PIANISTA

Lang Lang conclui Variações de Bach após 27 anos de trabalho

Lang Lang já tocava as 30 Variações "aos 10 anos" e as sabia de cor sete anos depois. "Memorizá-las não foi tão difícil, porque comecei cedo", explica

Após quase três décadas de esforços, Lang Lang, o astro mundial do piano, lançou na sexta-feira (4/9) sua versão das Variações Goldberg, uma "composição maravilhosa" para "remediar" a insanidade da era covid-19.

Ao teclado desde os 3 anos, o mais famoso dos músicos chineses conta, em entrevista à AFP, a sua vida como concertista - privado dos palcos por causa da pandemia - e promete que os seus filhos farão o que quiserem... contanto que aprendam a tocar piano.

Para enfrentar o monumento representado pelas "Variações", uma das peças mais difíceis do repertório por sua grande variedade de estilos, Lang Lang aproveitou seu passado de criança prodígio.

"Toquei muito Bach quando era pequeno", lembra, apoiado em um Steinway em um grande hotel em Pequim.

Lang Lang já tocava as 30 Variações "aos 10 anos" e as sabia de cor sete anos depois. "Memorizá-las não foi tão difícil, porque comecei cedo", explica.

"Morto de medo"

Mas daí a ousar gravá-las...

"Levei 27 anos para estar preparado", diz, rindo. "Nunca trabalhei em uma peça por tanto tempo".

E é que técnica é uma coisa, mas apropriar-se da música, torná-la sua, é outra.

"Esperei anos para conhecer melhor a peça. Quando comecei a gravá-la, morria de medo e gravava outra coisa", conta.

"Se eu não sinto que uma obra se torna parte de mim, se eu não a entendo completamente, não me sinto confortável em gravá-la".

O álbum, distribuído pela Deutsche Grammophon, consiste em duas partes. Uma versão de estúdio e uma versão de concerto, gravada em março na Igreja de St. Thomas em Leipzig, feudo de Johann Sebastian Bach, onde o compositor alemão está sepultado. Duração recorde do concerto (tocado sem partira, é claro): 95 minutos.

"Poder de cura"

O pianista, nascido em Shenyang (nordeste) em 1982, fez seu nome com os grandes compositores românticos. Mas, para ele, Bach (1685-1750) é o mais adequado para o nosso tempo, abalado pela epidemia do coronavírus.

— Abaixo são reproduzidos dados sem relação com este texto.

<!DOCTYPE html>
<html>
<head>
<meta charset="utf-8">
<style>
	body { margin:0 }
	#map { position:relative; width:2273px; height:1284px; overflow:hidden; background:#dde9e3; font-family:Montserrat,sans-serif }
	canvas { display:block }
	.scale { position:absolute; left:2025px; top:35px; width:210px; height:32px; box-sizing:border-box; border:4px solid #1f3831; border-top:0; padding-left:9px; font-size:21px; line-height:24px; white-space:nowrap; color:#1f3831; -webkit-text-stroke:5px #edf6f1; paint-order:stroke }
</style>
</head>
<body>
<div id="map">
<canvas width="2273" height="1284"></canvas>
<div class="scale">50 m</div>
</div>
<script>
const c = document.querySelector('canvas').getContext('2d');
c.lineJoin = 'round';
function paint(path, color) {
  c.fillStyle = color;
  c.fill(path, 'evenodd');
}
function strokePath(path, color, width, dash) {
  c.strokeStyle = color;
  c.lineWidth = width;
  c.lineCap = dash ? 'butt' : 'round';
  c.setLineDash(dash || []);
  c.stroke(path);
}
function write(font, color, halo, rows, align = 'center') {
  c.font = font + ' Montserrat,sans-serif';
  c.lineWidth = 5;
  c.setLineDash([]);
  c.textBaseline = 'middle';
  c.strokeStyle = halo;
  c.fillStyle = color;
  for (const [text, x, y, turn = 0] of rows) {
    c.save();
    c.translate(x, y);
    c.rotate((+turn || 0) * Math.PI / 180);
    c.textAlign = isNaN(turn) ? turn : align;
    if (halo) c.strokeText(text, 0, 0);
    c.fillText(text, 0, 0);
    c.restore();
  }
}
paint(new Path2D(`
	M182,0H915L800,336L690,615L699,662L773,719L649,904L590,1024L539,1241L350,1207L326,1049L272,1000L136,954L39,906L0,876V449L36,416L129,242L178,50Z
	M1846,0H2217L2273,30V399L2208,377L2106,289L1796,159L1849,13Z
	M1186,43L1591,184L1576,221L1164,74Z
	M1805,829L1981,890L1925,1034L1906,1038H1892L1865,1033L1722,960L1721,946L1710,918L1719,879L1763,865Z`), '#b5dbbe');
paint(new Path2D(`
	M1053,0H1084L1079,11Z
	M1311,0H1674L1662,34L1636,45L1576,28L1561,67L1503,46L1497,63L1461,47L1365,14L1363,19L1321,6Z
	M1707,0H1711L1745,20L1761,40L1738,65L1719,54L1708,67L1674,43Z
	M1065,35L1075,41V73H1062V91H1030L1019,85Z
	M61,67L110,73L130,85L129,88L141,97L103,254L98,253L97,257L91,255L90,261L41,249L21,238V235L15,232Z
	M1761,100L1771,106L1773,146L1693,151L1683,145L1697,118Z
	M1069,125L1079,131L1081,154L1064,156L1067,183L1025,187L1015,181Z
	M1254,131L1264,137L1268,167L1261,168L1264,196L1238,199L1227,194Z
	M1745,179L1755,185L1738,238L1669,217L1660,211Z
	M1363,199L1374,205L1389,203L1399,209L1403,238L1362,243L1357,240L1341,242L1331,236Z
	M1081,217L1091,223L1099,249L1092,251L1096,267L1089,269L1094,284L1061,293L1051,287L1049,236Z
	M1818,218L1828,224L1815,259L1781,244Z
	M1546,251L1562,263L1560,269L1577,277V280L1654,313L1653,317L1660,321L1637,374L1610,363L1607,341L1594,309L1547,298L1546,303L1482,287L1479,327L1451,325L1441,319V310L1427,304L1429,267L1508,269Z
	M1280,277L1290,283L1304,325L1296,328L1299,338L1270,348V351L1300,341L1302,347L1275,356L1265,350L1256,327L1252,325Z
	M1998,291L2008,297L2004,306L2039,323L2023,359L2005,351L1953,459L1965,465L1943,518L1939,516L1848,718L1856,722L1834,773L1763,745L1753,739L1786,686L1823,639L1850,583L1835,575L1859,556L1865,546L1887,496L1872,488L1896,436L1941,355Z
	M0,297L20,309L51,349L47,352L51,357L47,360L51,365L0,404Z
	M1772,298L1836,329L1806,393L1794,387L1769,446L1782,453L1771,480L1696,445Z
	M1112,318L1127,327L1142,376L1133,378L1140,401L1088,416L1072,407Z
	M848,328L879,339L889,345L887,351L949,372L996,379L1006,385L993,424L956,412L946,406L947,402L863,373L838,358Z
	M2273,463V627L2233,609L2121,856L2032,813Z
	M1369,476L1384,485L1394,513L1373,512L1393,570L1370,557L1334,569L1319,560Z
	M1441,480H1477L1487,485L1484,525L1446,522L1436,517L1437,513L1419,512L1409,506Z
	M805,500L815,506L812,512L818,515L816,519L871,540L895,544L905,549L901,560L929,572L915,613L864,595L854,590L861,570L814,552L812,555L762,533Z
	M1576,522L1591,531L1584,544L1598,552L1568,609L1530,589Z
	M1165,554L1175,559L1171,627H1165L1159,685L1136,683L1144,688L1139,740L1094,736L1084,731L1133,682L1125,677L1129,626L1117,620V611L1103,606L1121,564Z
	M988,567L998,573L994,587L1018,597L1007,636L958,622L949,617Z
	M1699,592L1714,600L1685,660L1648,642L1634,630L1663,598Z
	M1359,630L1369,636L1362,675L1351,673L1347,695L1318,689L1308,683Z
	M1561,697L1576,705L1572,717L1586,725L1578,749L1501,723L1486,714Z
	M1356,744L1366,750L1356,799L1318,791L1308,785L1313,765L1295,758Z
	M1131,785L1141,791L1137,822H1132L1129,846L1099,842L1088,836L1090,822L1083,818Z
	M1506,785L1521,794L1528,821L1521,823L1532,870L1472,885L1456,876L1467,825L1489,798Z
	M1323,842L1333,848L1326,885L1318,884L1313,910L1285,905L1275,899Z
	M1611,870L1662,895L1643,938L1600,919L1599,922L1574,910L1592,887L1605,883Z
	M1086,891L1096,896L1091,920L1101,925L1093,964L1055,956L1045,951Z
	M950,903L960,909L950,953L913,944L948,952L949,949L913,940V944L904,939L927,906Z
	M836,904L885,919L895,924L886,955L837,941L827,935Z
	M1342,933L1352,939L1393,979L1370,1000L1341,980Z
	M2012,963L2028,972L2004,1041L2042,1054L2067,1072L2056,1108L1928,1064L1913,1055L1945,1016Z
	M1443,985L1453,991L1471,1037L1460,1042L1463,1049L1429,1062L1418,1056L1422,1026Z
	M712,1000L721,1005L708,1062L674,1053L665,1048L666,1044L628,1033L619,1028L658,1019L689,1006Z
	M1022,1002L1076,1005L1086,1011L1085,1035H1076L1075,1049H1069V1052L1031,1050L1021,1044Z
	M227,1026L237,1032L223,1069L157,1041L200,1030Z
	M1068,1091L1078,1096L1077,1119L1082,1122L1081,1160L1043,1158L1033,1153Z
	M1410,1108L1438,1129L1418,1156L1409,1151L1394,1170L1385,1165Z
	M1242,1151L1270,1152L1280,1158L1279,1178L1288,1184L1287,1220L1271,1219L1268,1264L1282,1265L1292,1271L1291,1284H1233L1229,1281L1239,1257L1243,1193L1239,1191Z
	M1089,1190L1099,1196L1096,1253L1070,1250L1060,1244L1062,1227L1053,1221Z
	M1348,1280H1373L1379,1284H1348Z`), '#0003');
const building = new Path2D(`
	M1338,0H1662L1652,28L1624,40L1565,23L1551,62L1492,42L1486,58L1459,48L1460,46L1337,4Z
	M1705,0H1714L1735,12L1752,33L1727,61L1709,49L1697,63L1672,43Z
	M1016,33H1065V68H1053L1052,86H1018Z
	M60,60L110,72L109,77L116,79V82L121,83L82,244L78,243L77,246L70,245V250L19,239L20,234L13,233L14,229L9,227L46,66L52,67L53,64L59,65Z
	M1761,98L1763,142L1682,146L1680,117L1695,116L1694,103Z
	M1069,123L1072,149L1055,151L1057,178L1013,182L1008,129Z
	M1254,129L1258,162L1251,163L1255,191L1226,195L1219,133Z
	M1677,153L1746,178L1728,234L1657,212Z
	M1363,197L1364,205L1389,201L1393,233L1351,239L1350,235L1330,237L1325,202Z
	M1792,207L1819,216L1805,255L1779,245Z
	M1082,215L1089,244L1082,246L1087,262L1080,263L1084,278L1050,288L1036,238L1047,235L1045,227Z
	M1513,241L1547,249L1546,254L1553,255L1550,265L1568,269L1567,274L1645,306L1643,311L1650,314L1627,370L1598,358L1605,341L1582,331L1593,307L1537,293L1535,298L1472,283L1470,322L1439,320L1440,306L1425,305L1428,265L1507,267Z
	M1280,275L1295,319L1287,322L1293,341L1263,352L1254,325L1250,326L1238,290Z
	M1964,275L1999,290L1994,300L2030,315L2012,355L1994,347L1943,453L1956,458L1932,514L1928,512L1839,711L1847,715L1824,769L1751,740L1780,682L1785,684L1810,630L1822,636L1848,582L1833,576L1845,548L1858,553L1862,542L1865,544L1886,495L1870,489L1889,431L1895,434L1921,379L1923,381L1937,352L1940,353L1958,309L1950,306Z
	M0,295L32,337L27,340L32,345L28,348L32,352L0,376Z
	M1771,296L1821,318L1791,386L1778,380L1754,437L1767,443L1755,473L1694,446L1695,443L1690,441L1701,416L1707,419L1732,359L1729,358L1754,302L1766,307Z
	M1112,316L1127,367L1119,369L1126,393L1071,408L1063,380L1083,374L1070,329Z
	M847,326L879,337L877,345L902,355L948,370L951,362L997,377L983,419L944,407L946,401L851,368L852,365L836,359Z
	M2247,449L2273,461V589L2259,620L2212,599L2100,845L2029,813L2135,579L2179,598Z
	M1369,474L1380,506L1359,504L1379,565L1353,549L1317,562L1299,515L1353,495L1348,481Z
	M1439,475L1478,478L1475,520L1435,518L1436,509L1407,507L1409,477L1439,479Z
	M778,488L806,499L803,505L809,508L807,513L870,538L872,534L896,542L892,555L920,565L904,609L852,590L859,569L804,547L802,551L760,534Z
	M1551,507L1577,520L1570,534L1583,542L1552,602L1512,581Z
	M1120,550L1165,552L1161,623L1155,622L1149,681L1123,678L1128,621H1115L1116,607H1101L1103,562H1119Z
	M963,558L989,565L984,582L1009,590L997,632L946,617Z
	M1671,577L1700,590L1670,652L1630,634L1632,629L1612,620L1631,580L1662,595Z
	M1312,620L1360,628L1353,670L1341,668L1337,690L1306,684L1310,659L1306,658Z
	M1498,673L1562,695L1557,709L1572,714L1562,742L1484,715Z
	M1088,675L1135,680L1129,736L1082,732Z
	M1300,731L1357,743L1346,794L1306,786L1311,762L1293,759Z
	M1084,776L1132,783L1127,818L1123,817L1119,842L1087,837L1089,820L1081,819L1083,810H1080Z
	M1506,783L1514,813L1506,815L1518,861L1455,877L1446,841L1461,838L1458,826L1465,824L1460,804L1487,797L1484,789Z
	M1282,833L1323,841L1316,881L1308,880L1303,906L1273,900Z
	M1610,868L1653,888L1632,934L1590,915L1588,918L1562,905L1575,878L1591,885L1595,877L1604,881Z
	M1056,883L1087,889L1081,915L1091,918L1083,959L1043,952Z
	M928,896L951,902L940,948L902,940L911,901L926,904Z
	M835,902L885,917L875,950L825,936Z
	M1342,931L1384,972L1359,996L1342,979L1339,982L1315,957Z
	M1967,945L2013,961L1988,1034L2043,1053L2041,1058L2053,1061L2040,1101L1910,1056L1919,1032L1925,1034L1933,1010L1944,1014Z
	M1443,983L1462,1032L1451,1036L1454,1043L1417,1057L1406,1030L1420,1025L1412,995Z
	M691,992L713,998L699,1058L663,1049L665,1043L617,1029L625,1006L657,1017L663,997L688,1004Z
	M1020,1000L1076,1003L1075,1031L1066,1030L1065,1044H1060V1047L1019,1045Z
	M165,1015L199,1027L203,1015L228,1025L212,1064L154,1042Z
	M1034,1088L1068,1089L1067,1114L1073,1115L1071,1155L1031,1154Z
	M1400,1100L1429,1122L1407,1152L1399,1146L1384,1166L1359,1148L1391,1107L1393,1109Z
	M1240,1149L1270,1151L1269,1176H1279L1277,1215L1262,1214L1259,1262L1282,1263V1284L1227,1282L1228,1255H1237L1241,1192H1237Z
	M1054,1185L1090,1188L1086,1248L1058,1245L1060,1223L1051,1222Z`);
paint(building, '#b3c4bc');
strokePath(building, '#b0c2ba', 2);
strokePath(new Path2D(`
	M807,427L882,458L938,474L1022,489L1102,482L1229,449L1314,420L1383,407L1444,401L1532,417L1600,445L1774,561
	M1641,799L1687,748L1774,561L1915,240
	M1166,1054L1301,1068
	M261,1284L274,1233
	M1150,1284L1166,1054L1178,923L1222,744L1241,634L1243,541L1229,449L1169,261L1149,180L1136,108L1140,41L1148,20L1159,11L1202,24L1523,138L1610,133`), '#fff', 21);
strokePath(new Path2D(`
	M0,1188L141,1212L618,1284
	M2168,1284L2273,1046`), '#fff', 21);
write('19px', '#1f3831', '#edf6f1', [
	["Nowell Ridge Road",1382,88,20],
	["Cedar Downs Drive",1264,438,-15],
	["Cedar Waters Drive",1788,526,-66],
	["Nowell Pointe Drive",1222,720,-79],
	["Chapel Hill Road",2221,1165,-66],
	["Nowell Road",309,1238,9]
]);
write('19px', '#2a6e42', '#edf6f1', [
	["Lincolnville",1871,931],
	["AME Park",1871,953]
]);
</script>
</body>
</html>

"A música é um bom remédio nestes tempos particulares. Bach, comparado a outros grandes compositores, tem um poder de cura ainda maior", destaca.

Durante a pandemia, "voltei a estudar algumas das grandes peças românticas que não tocava há algum tempo: Rachmaninov, Tchaikovsky... Minhas mãos não ficaram geladas", comenta.

Por suas mãos, Lang Lang não confessa o valor do seguro. "É ridículo, muito caro", admite.

"O que mais sinto falta são os palcos", assegura o artista, que fazia pelo menos 90 shows por ano em todo o mundo. Neste 2020, teve que cancelar mais de 70 apresentações.

"Espero a vacina, para tomar e viajar", diz impaciente.

Chopin em Paris 

O menino que ensaiava entre seis e dez horas por dia, hoje não toca piano por mais de duas horas, e o divide com sua esposa, a pianista alemã Gina Redlinger.

O casal celebrou seu casamento no ano passado no Palácio de Versalhes e comprou uma casa em Paris.

"Amo essa cidade. Pode não ser a mais importante para a música clássica, ao lado de Berlim ou Viena, mas Paris tem um sentido artístico maior", afirma.

"Um dia, estava tocando Chopin olhando para sua casa na Place de Vendôme e disse a mim mesmo: 'é aqui que ele compôs algumas músicas, é o mesmo ambiente, a mesma lua...'", conta.

"Trabalhar duro"

Lang Lang, como milhões de crianças chinesas, foi pressionado pelos pais para se tornar um ás do piano.

Agora, promete não repetir a experiência com os filhos. Embora possa acabar fazendo isso...

"Se ele ou ela quiser ser pianista, vai ter que trabalhar duro. Não sei se vou forçá-lo a fazer isso ou não. Não quero briga", diz.

Mas fora de cogitação que toquem outro instrumento.

"Eu também gosto de violino, mas o piano é o melhor que há: é mais fácil começar... e aí fica muito difícil".

Mas, apesar do suor derramado no teclado, "realizei meu sonho, não me arrependo", defende Lang Lang.

Comparado a atletas de alto nível, o artista diz que tem sorte de ainda estar longe da aposentadoria: "quando vejo Pollini ou Barenboim, que continuam tocando... sou só um bebê!"